● **EXTRACTED RECORDS**
"""

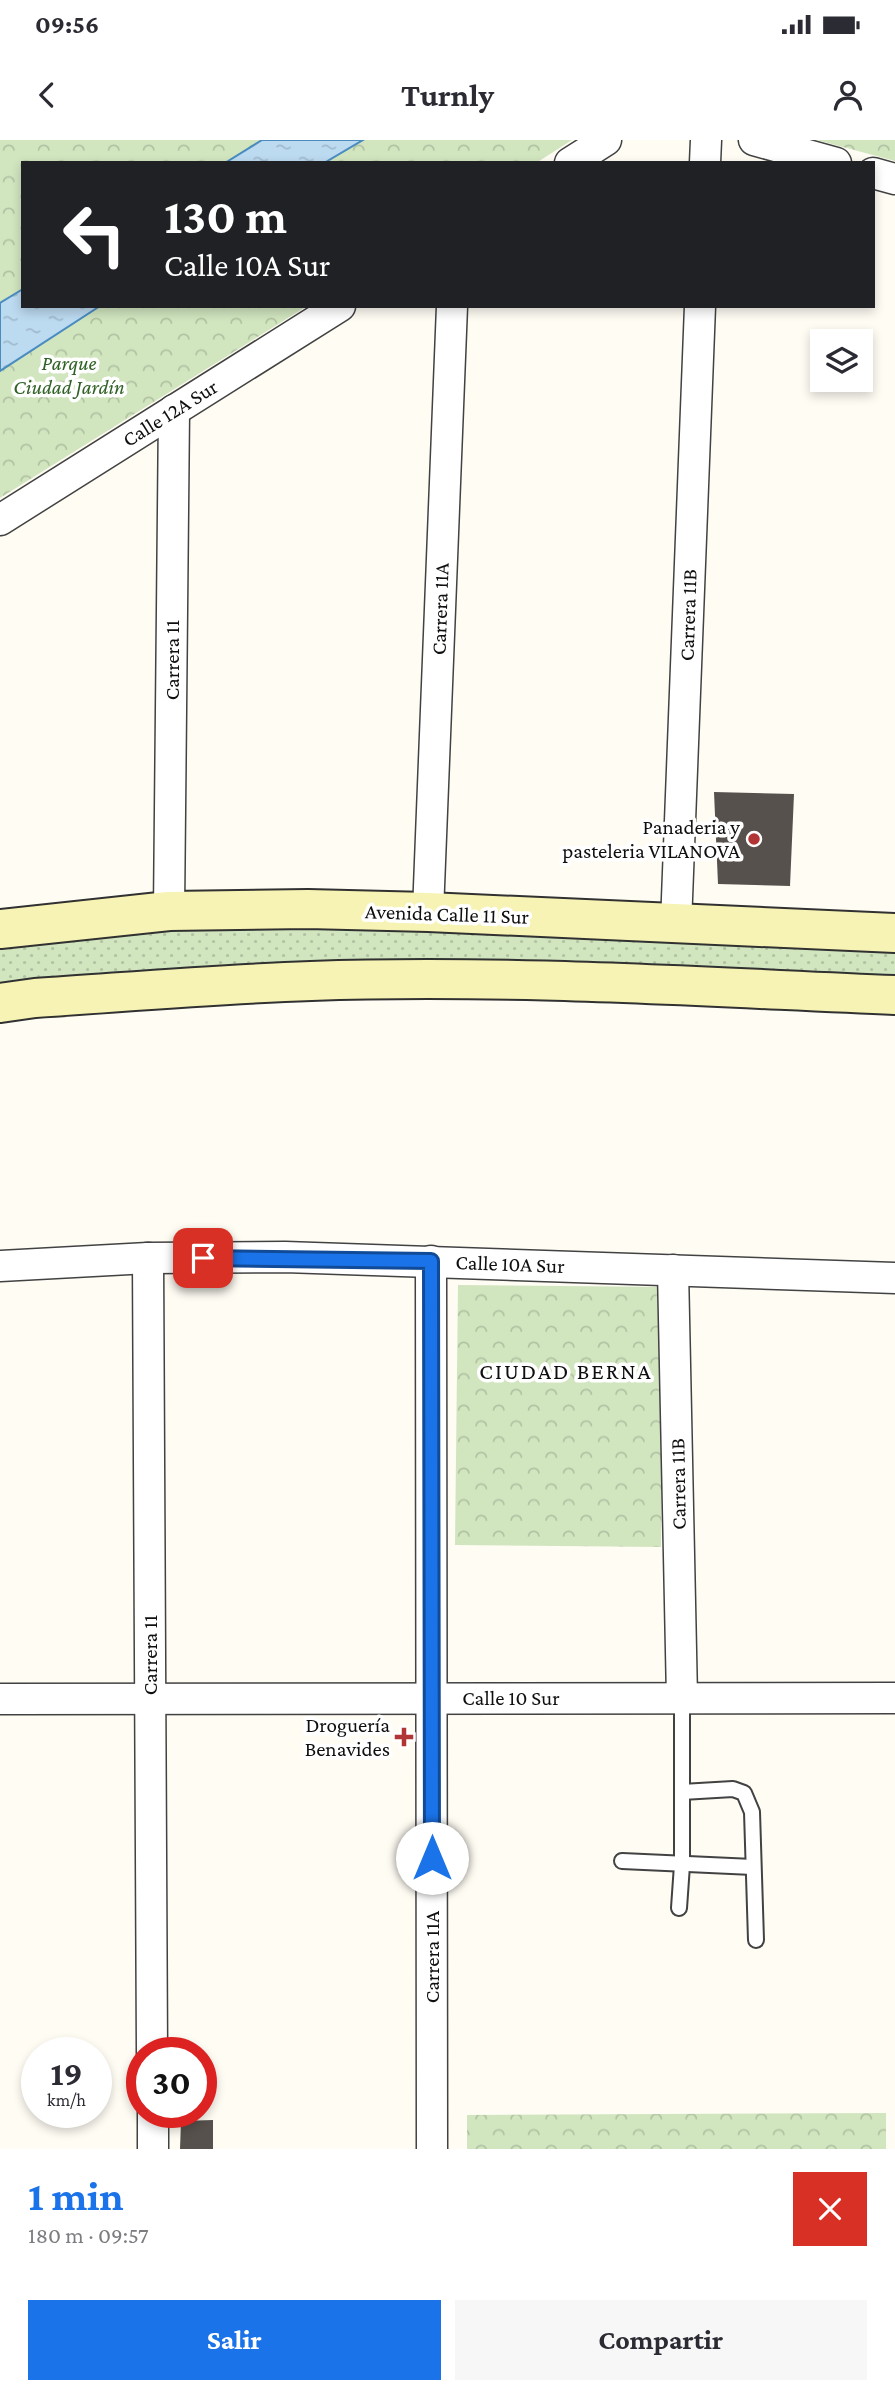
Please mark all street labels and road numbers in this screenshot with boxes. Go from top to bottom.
street label: Calle 12A Sur [118,374,222,452]
street label: Carrera 11A [426,562,454,656]
street label: Carrera 11B [674,569,702,661]
street label: Carrera 11 [160,620,184,700]
street label: Avenida Calle 11 Sur [365,899,530,929]
street label: Calle 10A Sur [455,1250,566,1278]
street label: Carrera 11B [665,1438,691,1530]
street label: Carrera 11 [138,1615,162,1695]
street label: Calle 10 Sur [462,1686,560,1710]
street label: Carrera 11A [420,1911,444,2003]

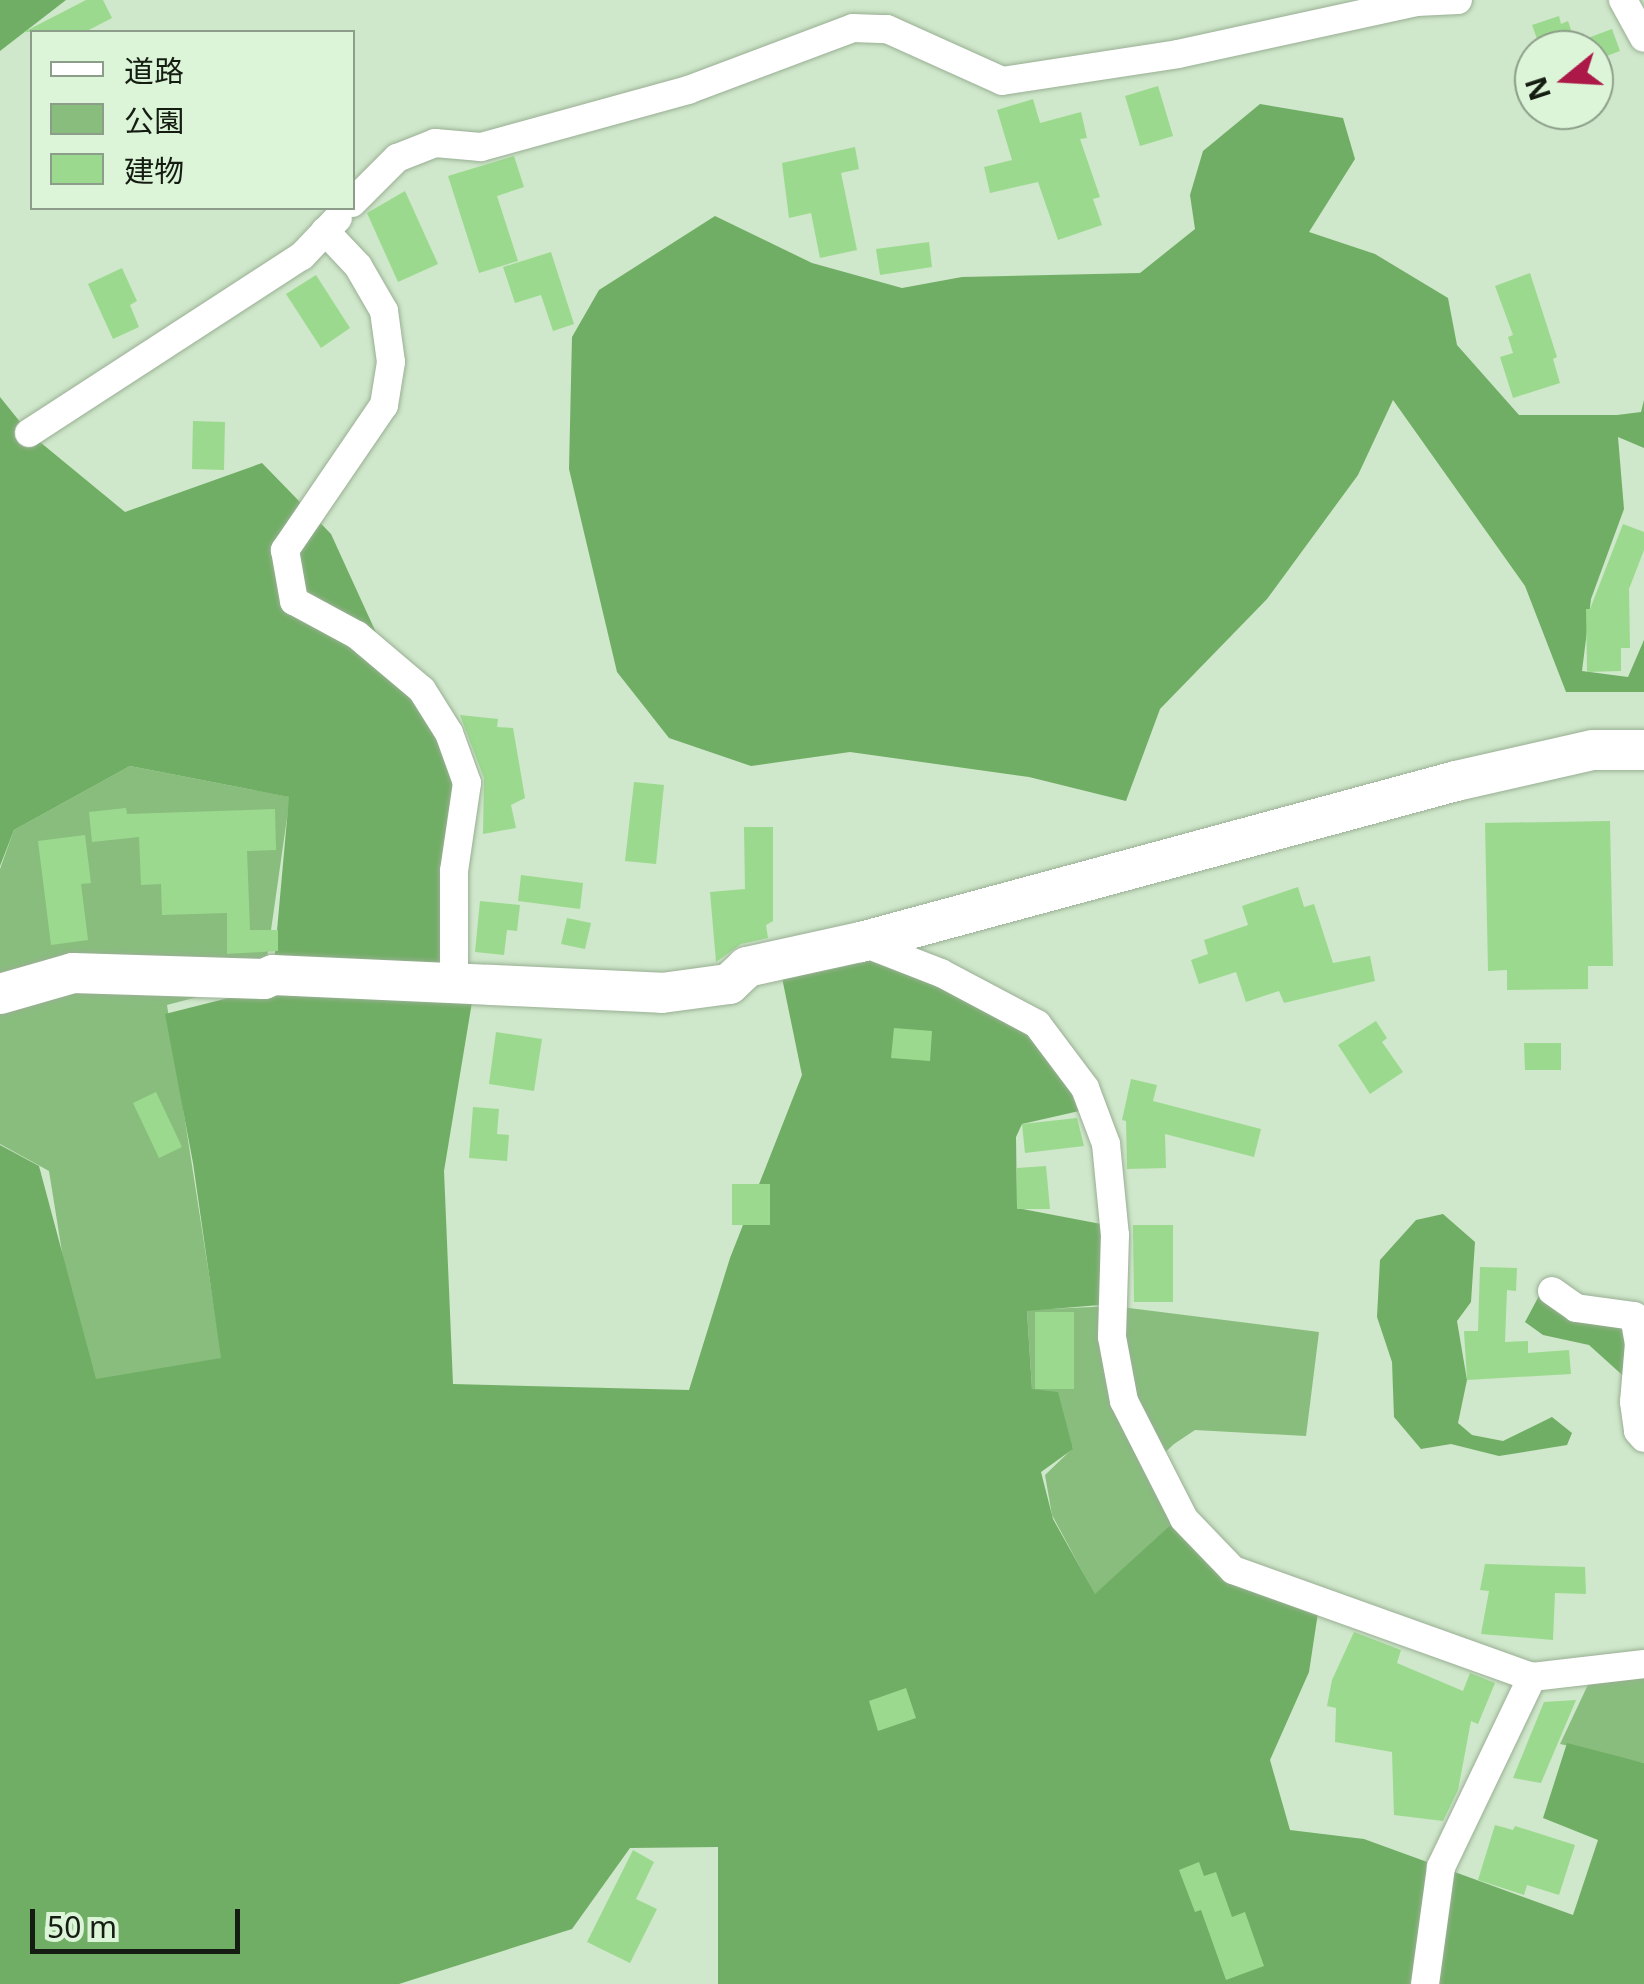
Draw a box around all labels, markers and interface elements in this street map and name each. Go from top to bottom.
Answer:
legend [30,30,355,210]
north arrow [1514,30,1614,130]
text: 道路 [124,50,184,91]
text: N [1516,72,1559,105]
text: 公園 [124,100,184,141]
text: 建物 [124,150,184,191]
scale bar [35,1889,245,1951]
text: 50 m [47,1906,117,1947]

"""

● **TASK DETAILS**
Copy the records above exactly, omitting every picture.

● **THE ANSWER**
Please mark all street labels and road numbers in this screenshot with boxes. Go from top to bottom.
street label: Calle 12A Sur [118,374,222,452]
street label: Carrera 11A [426,562,454,656]
street label: Carrera 11B [674,569,702,661]
street label: Carrera 11 [160,620,184,700]
street label: Avenida Calle 11 Sur [365,899,530,929]
street label: Calle 10A Sur [455,1250,566,1278]
street label: Carrera 11B [665,1438,691,1530]
street label: Carrera 11 [138,1615,162,1695]
street label: Calle 10 Sur [462,1686,560,1710]
street label: Carrera 11A [420,1911,444,2003]

Draw a box around all labels, markers and interface elements in this street map and name each. Go from top to bottom.
Answer:
legend [30,30,355,210]
north arrow [1514,30,1614,130]
text: 道路 [124,50,184,91]
text: N [1516,72,1559,105]
text: 公園 [124,100,184,141]
text: 建物 [124,150,184,191]
scale bar [35,1889,245,1951]
text: 50 m [47,1906,117,1947]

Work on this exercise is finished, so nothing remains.